◆ AVAILABLE RECORDS
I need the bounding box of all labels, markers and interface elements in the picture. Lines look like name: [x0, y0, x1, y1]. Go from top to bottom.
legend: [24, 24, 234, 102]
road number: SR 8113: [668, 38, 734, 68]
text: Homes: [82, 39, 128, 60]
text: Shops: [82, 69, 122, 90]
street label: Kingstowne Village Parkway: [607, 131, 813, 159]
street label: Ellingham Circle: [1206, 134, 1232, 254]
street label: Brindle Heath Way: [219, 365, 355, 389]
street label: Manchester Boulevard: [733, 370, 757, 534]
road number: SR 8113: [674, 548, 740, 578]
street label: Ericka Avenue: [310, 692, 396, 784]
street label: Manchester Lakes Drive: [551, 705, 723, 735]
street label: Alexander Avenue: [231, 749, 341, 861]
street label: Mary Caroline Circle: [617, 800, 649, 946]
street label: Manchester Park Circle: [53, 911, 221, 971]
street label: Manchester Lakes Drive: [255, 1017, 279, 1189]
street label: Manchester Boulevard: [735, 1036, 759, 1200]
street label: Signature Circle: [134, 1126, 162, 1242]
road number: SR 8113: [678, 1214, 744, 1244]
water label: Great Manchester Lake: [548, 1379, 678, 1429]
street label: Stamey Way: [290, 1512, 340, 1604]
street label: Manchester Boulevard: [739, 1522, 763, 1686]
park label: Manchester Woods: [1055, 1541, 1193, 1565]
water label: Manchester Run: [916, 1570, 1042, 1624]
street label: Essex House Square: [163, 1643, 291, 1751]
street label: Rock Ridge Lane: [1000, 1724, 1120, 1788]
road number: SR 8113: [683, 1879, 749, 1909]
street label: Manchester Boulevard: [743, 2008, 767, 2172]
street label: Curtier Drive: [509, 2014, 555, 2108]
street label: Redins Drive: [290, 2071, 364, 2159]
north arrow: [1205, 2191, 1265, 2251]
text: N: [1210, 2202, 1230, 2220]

◆ ASSIGNMENT
Only an exact transcription of all the entries will do.

◆ TASK ANSWER
I need the bounding box of all labels, markers and interface elements in the picture. Lines look like name: [x0, y0, x1, y1]. Go from top to bottom.
legend: [24, 24, 234, 102]
road number: SR 8113: [668, 38, 734, 68]
text: Homes: [82, 39, 128, 60]
text: Shops: [82, 69, 122, 90]
street label: Kingstowne Village Parkway: [607, 131, 813, 159]
street label: Ellingham Circle: [1206, 134, 1232, 254]
street label: Brindle Heath Way: [219, 365, 355, 389]
street label: Manchester Boulevard: [733, 370, 757, 534]
road number: SR 8113: [674, 548, 740, 578]
street label: Ericka Avenue: [310, 692, 396, 784]
street label: Manchester Lakes Drive: [551, 705, 723, 735]
street label: Alexander Avenue: [231, 749, 341, 861]
street label: Mary Caroline Circle: [617, 800, 649, 946]
street label: Manchester Park Circle: [53, 911, 221, 971]
street label: Manchester Lakes Drive: [255, 1017, 279, 1189]
street label: Manchester Boulevard: [735, 1036, 759, 1200]
street label: Signature Circle: [134, 1126, 162, 1242]
road number: SR 8113: [678, 1214, 744, 1244]
water label: Great Manchester Lake: [548, 1379, 678, 1429]
street label: Stamey Way: [290, 1512, 340, 1604]
street label: Manchester Boulevard: [739, 1522, 763, 1686]
park label: Manchester Woods: [1055, 1541, 1193, 1565]
water label: Manchester Run: [916, 1570, 1042, 1624]
street label: Essex House Square: [163, 1643, 291, 1751]
street label: Rock Ridge Lane: [1000, 1724, 1120, 1788]
road number: SR 8113: [683, 1879, 749, 1909]
street label: Manchester Boulevard: [743, 2008, 767, 2172]
street label: Curtier Drive: [509, 2014, 555, 2108]
street label: Redins Drive: [290, 2071, 364, 2159]
north arrow: [1205, 2191, 1265, 2251]
text: N: [1210, 2202, 1230, 2220]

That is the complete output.